Oil production is running close to record highs and, with more barrels poised to enter the market from nations such as Iran, the US and Libya, the price of crude is set for its largest monthly percentage decline in seven years.
Brent futures fell by as much as 2% to a low of $36.05/bbl on Monday, their weakest since July 2004, and were down 49 cents at $36.39.
While consumers have enjoyed lower fuel prices, the world’s richest oil exporters have been forced to revalue their currencies, sell off assets, and even issue debt for the first time in years as they struggle to repair their finances.
OPEC, led by Saudi Arabia, will stick with its year-old policy of compensating for lower prices with higher production, and shows no signs of wavering, even though lower prices are painful to its poorer members.
The price of oil has halved over the past year, dealing a blow to economies of oil producers such as Nigeria, which faces its worst crisis in years, and Venezuela, which has been plunged into deep recession.
Even wealthy Gulf Arab states have been hit. Last week Saudi Arabia, Kuwait, and Bahrain raised interest rates as they scrambled to protect their currencies.
“With OPEC not in any mood to cut production ... it does mean you are not going to get any rebalancing any time soon,” Energy Aspects chief oil analyst Amrita Sen said to Reuters.
“Having said that, long term of course, the lower prices are today, the rebalancing will become even stronger and steeper, because of the capex cutbacks ... but you’re not going to see that until end-2016.”
Reflecting the determination among the biggest producers to woo buyers at any cost, Russia now pumps oil at a post-Soviet high of more than 10 MMb/d, while OPEC output is close to record levels above 31.5 MMb/d.

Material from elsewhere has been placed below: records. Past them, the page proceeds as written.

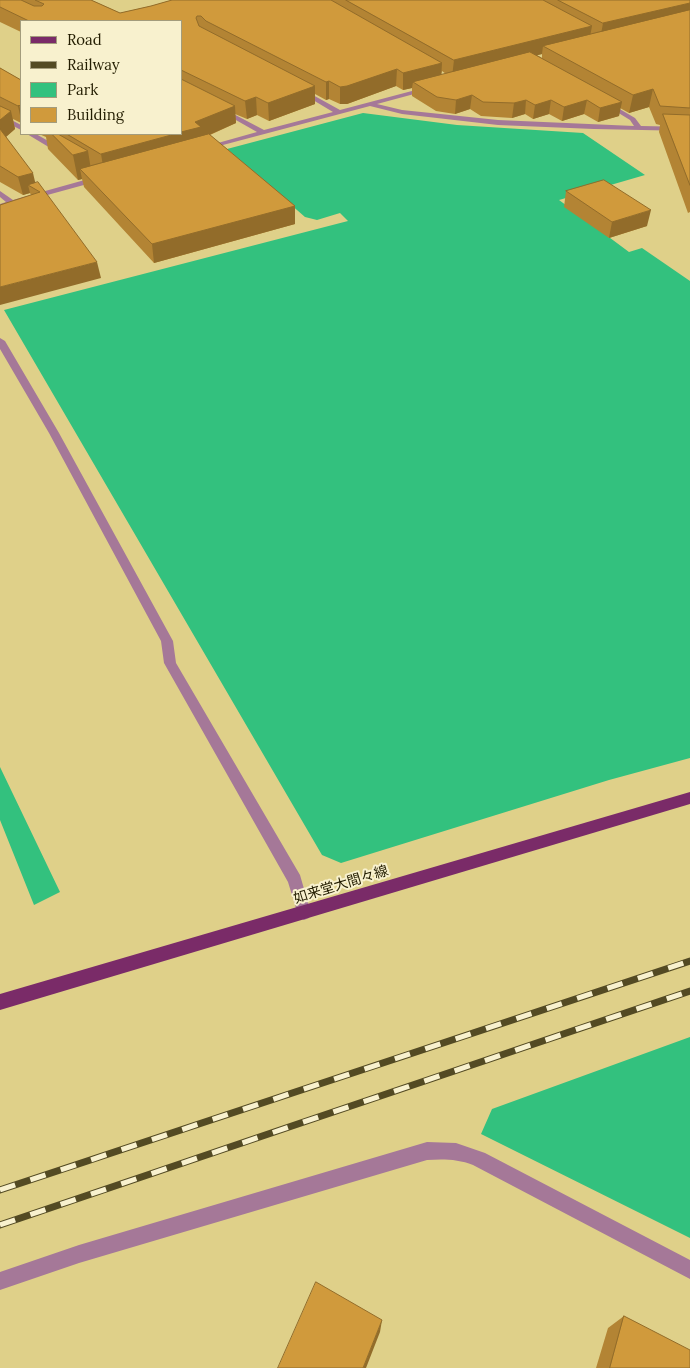 <!DOCTYPE html>
<meta charset="utf-8">
<style>
body{margin:0}
#map{position:relative;width:690px;height:1368px;overflow:hidden;background:#dfd089;font-family:Lora,serif}
canvas{display:block}
.legend{position:absolute;left:20px;top:20px;width:162px;height:115px;box-sizing:border-box;background:#f8f1ce;border:1px solid #a39c7c;margin:0;padding:6px 9px;list-style:none;font-size:15px;color:#231d01}
.legend li{display:flex;align-items:center;gap:10px;height:25px}
.legend b{width:25px;border:1px solid #a39c7c}
</style>
<div id="map">
<canvas width="690" height="1368"></canvas>
<ul class="legend">
<li><b style="height:6px;background:#7a2b68"></b>Road</li>
<li><b style="height:6px;background:#534a23"></b>Railway</li>
<li><b style="height:14px;background:#33c17e"></b>Park</li>
<li><b style="height:14px;background:#d09a3c"></b>Building</li>
</ul>
</div>
<script>
const ctx = document.querySelector('canvas').getContext('2d');
ctx.lineJoin = 'round';
function fill(path, color) { ctx.fillStyle = color; ctx.fill(path, 'evenodd'); }
function strokePath(path, color, width, dash) { ctx.strokeStyle = color; ctx.lineWidth = width; ctx.lineCap = dash ? 'butt' : 'round'; ctx.setLineDash(dash || []); ctx.stroke(path); }
function write(font, color, halo, rows, align = 'center') {
  ctx.font = font + ' Lora,"Noto Sans JP",serif'; ctx.lineWidth = 4; ctx.setLineDash([]); ctx.textBaseline = 'middle'; ctx.strokeStyle = halo; ctx.fillStyle = color; for (const [text, x, y, turn = 0] of rows) {
    ctx.save(); ctx.translate(x, y); ctx.rotate((+turn || 0) * Math.PI / 180); ctx.textAlign = isNaN(turn) ? turn : align; if (halo) ctx.strokeText(text, 0, 0); ctx.fillText(text, 0, 0); ctx.restore();
  }
}
fill(new Path2D(`
 M363 113 457 125 583 133 645 175 559 200 629 252 642 248 690 281V758L609 780 341 863 322 855 4 310 348 221 340 213 317 220 305 217 227 149Z
 M0 767 60 892 34 905 0 820Z
 M690 1037V1238L481 1134 492 1109Z`), '#33c17e');
fill(new Path2D(`
 M427 87 429 88V90L377 104 402 110 498 120 634 126 630 120 604 104V102L606 101 635 118 641 126 690 127V131L594 129 498 125 402 114 370 106 204 150 200 148 257 132 220 111V109H224L264 130 333 112 298 91V89H302L340 110Z
 M0 114 21 125V130L0 119Z
 M27 134H36L64 150 57 152Z
 M99 176H102V180L0 208V204L6 202 0 197V191L13 200Z
 M0 338 5 341 59 433 173 641 176 663 300 875 311 913 309 918 304 920 299 918 288 882 164 663 161 641 49 433 0 349Z
 M427 1142 456 1143 485 1153 690 1260V1279L473 1165C458 1159 443 1159 427 1160L79 1263 0 1290V1272L79 1245Z`), '#a57898');
fill(new Path2D(`
 M690 792V804L0 1010V994Z`), '#7a2b68');
const rail = new Path2D(`
 M0 1190 690 961
 M0 1225 690 991`);
strokePath(rail, '#534a23', 7);
strokePath(rail, '#f8f1ce', 5, [16]);
fill(new Path2D(`
 M0 0H91L120 13 151 6 172 0H690V212L688 213 659 132 660 125 656 124 649 107 629 113 620 108 619 116 598 122 584 114 562 121 549 114 533 119 525 114 512 118 481 116 470 109 455 114 436 111 412 96V88L403 90 396 86 347 104H340L329 99 326 100 315 94V104L269 121 257 115 247 119 235 114 236 123 210 135 295 206V224L154 263 84 187 82 179 78 180 48 149 46 137 39 134H181V21H21V32L0 22ZM542 54V58L537 55ZM442 71 446 74 441 75Z
 M0 68 21 80V123L13 119 15 129 6 137 35 183 101 278 31 195 30 193 23 195 0 182Z
 M566 191 647 226 609 238 564 207Z
 M624 1316 690 1368H596L608 1328Z`), '#b38434');
fill(new Path2D(`
 M690 3V16L600 40 603 23Z
 M592 26 589 42 543 46 542 54 452 77 454 60Z
 M442 63 441 80 413 82 412 88 403 90V73Z
 M397 69 396 86 347 104H340V87Z
 M329 81V99L326 100V82Z
 M315 86V104L269 121 268 103Z
 M653 89 649 107 629 113 633 95Z
 M472 95 470 109 455 114 456 100Z
 M256 97 257 115 247 119 245 101Z
 M526 100 525 114 512 118 514 103Z
 M551 100 549 114 533 119 535 105Z
 M587 100 584 114 562 121 564 107Z
 M622 102 619 116 598 122 600 108Z
 M19 105 21 113V120L18 106Z
 M235 106 236 123 202 138 104 172 101 154 175 134H181V132L195 122Z
 M11 111 15 129 0 142V120Z
 M88 151 92 176 80 169 82 179 78 180 73 155Z
 M33 173 37 190 28 185 30 193 23 195 18 177Z
 M295 206V224L154 263 152 244Z
 M651 210 647 226 609 238 612 222Z
 M97 262 101 278 0 305V287Z
 M382 1320 380 1332 366 1368H363Z`), '#926c2a');
const building = new Path2D(`
 M0 0H21L34 6H42L44 4 35 0H91L120 13 151 6 172 0H331L442 63 403 73 397 69 347 86 340 87 329 81 326 82 206 21 201 16H197L196 18 199 26 315 86 268 103 256 97 245 101 181 70V21H29L0 7Z
 M346 0H543L592 26 454 60Z
 M558 0H690V3L603 23Z
 M690 10V108L660 106 653 89 633 95 543 46Z
 M530 52 622 102 600 108 587 100 564 107 551 100 535 105 526 100 514 103 483 102 472 95 456 100 437 97 413 82Z
 M0 68 21 80V107L19 105 18 106 0 97Z
 M181 79 235 106 195 122 201 127 181 132Z
 M0 106 11 111 0 120Z
 M663 114 690 115V185Z
 M0 129 33 173 18 177 0 166Z
 M52 134H58L88 151 73 155Z
 M67 134H175L101 154Z
 M209 134 295 206 152 244 80 169Z
 M604 180 651 210 612 222 566 191Z
 M38 182 97 262 0 287V205L40 192 28 185Z
 M316 1282 382 1320 363 1368H278Z
 M624 1316 690 1350V1368H610Z`);
fill(building, '#d09a3c');
strokePath(building, '#926c2a', 1);
write('14px', '#231d01', '#f8f1ce', [
 ["如来堂大間々線",341,885,-17]
]);
</script>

Oil market liquidity usually evaporates ahead of the holiday period, meaning that intra-day price moves can become exaggerated.
On average, in the last 15 years, December is the month with least trading volume, which tends to be just 85% of that in May, the month which sees most volume change hands.
Brent crude prices have dropped by nearly 19% this month, their steepest fall since the collapse of failed US bank Lehman Brothers in October 2008.
US crude futures were down 26 cents at $34.47/bbl, their lowest since 2009.
“Really, I wouldn’t like to be in the shoes of an oil exporter getting into 2016. It’s not exactly looking as if there is light at the end of the tunnel any time soon,” Saxo Bank senior manager Ole Hansen told Reuters.
Investment bank Goldman Sachs believes it could take a drop to as little as $20/bbl for supply to adjust to demand.